*PROBLEM DESCRIPTION*
Copy out exactly the lines below that run from the one holding "I am building a map index. Serialize" to the one holding "Annotation task. Give", keeping both of those lines and no others.

(Saved entries)
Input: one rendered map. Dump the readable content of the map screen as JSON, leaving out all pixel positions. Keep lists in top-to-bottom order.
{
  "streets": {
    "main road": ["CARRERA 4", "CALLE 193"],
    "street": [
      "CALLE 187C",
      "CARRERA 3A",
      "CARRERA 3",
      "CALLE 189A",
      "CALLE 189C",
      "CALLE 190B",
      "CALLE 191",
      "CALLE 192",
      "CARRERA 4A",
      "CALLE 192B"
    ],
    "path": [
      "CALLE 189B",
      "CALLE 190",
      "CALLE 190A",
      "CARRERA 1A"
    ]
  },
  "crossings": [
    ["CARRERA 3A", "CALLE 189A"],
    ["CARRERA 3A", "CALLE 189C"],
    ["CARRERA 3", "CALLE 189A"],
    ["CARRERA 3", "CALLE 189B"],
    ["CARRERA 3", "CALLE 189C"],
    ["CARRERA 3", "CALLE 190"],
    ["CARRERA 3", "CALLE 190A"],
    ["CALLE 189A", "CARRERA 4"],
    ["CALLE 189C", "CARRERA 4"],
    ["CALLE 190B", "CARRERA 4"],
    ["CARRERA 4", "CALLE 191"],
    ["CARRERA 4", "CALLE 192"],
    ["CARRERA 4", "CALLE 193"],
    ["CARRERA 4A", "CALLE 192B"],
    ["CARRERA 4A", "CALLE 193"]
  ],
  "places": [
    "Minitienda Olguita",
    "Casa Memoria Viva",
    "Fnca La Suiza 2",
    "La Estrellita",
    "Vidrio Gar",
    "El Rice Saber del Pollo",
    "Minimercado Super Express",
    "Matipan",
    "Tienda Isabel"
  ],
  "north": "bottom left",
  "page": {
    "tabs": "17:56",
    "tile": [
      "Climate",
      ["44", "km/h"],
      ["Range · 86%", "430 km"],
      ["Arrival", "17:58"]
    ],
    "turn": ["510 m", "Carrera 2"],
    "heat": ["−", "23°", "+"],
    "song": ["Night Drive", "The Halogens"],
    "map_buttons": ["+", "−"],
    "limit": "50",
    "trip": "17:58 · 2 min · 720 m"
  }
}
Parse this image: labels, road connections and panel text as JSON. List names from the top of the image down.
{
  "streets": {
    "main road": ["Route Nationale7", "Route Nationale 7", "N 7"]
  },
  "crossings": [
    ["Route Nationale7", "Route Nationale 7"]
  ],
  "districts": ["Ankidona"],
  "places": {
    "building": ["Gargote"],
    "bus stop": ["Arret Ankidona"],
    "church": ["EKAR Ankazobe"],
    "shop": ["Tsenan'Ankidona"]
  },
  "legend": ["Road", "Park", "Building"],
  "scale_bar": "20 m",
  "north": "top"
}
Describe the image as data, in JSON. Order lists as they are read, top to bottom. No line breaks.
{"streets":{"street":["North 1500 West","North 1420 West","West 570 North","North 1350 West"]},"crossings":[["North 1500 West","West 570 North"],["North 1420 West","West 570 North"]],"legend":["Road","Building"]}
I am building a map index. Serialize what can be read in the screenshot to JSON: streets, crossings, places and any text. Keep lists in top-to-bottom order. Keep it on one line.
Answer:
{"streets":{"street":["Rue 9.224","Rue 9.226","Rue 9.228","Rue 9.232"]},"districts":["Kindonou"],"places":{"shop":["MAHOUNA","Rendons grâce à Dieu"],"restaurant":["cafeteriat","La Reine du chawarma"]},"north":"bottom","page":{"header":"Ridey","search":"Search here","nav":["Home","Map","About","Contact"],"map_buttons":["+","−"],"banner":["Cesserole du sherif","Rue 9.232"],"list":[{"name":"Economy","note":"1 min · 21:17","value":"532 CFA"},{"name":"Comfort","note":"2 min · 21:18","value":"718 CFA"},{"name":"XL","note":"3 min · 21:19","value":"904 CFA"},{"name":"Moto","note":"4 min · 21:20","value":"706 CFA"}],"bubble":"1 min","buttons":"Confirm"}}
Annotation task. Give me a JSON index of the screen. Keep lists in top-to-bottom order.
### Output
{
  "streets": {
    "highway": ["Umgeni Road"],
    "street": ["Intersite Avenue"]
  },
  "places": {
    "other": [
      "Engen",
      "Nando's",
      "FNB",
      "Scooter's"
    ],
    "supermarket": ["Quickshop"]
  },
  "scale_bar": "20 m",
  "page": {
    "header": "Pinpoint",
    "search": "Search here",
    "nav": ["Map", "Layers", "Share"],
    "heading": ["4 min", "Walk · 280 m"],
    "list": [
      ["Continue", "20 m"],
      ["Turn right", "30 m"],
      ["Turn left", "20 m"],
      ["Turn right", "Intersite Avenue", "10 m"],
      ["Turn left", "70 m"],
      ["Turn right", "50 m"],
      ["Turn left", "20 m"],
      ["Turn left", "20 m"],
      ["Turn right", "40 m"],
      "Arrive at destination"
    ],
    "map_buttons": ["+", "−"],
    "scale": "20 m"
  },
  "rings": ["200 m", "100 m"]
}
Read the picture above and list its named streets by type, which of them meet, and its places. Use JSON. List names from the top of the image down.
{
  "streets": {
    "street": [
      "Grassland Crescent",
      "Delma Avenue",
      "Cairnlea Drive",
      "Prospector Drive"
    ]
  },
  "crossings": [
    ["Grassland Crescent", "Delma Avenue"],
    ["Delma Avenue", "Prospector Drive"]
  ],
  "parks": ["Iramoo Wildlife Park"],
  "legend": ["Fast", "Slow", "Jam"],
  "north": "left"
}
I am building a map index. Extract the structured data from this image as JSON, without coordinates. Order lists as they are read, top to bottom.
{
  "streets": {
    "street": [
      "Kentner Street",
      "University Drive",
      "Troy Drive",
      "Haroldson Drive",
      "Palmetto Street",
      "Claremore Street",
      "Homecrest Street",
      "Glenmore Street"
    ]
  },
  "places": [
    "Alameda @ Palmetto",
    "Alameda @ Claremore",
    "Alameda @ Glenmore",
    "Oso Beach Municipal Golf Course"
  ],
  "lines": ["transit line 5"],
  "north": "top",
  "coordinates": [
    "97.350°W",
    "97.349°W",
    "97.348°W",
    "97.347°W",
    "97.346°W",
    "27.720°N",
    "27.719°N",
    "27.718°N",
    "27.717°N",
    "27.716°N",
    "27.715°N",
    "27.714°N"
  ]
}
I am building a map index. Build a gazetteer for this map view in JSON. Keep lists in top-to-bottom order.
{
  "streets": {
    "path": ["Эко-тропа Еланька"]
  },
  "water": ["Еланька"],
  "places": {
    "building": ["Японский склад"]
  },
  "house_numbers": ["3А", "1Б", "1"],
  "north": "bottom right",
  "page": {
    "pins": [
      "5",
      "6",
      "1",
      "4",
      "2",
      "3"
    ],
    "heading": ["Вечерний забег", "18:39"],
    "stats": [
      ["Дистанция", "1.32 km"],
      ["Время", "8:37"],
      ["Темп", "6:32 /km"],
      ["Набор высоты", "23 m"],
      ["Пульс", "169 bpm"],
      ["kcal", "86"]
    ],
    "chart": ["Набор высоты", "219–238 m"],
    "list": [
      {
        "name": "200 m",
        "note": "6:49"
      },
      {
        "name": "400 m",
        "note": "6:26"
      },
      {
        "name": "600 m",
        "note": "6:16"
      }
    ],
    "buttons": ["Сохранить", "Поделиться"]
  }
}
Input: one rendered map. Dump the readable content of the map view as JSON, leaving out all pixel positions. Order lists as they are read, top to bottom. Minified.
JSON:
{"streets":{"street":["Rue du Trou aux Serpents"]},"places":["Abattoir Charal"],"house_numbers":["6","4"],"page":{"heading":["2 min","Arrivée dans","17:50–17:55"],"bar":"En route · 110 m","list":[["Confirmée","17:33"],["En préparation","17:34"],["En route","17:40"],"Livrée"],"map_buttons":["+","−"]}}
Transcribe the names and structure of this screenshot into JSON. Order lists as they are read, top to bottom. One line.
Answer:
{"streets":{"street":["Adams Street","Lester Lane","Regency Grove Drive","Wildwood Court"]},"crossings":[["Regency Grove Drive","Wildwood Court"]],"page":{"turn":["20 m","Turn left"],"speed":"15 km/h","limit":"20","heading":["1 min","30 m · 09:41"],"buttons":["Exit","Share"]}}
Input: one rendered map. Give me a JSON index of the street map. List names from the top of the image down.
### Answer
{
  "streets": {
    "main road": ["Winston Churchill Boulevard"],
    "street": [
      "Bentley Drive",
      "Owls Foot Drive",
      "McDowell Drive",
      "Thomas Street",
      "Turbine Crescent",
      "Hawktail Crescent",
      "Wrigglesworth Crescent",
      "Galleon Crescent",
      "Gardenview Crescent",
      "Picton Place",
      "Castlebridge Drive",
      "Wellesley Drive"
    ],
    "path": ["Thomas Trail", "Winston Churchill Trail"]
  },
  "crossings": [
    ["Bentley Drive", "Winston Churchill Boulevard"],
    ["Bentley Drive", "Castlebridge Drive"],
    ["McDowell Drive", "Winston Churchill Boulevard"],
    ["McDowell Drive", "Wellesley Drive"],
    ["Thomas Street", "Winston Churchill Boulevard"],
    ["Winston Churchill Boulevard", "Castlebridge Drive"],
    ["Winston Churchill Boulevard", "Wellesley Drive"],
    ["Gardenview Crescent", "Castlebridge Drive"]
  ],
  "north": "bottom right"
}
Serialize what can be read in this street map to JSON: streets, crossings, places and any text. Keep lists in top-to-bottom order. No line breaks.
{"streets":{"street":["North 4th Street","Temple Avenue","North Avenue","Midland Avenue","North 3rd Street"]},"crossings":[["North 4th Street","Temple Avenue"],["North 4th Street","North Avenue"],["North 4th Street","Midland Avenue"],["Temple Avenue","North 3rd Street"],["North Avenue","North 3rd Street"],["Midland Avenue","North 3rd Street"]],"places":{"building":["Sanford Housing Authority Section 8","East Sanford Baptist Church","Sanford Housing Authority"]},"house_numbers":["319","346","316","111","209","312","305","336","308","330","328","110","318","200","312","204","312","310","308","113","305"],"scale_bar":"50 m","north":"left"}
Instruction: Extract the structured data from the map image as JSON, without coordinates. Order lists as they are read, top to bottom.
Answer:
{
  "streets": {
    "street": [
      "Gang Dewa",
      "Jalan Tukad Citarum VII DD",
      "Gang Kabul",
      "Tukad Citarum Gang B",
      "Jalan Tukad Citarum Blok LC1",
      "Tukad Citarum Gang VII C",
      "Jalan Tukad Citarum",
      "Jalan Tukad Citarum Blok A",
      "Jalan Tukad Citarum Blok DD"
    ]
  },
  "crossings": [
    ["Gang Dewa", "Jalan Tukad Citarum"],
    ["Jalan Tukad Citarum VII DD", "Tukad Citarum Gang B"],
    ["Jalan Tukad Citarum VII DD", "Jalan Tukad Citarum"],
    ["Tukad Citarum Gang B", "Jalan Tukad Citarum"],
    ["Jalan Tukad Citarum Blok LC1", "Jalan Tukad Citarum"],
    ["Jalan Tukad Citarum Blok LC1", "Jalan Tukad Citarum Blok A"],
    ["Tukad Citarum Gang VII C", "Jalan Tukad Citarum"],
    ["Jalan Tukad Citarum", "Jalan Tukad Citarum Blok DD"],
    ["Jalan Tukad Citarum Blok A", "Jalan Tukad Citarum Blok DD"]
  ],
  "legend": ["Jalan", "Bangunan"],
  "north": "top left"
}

*PROBLEM SOLUTION*
I am building a map index. Serialize what can be read in the screenshot to JSON: streets, crossings, places and any text. Keep lists in top-to-bottom order. Keep it on one line.
Answer:
{"streets":{"street":["Rue 9.224","Rue 9.226","Rue 9.228","Rue 9.232"]},"districts":["Kindonou"],"places":{"shop":["MAHOUNA","Rendons grâce à Dieu"],"restaurant":["cafeteriat","La Reine du chawarma"]},"north":"bottom","page":{"header":"Ridey","search":"Search here","nav":["Home","Map","About","Contact"],"map_buttons":["+","−"],"banner":["Cesserole du sherif","Rue 9.232"],"list":[{"name":"Economy","note":"1 min · 21:17","value":"532 CFA"},{"name":"Comfort","note":"2 min · 21:18","value":"718 CFA"},{"name":"XL","note":"3 min · 21:19","value":"904 CFA"},{"name":"Moto","note":"4 min · 21:20","value":"706 CFA"}],"bubble":"1 min","buttons":"Confirm"}}
Annotation task. Give me a JSON index of the screen. Keep lists in top-to-bottom order.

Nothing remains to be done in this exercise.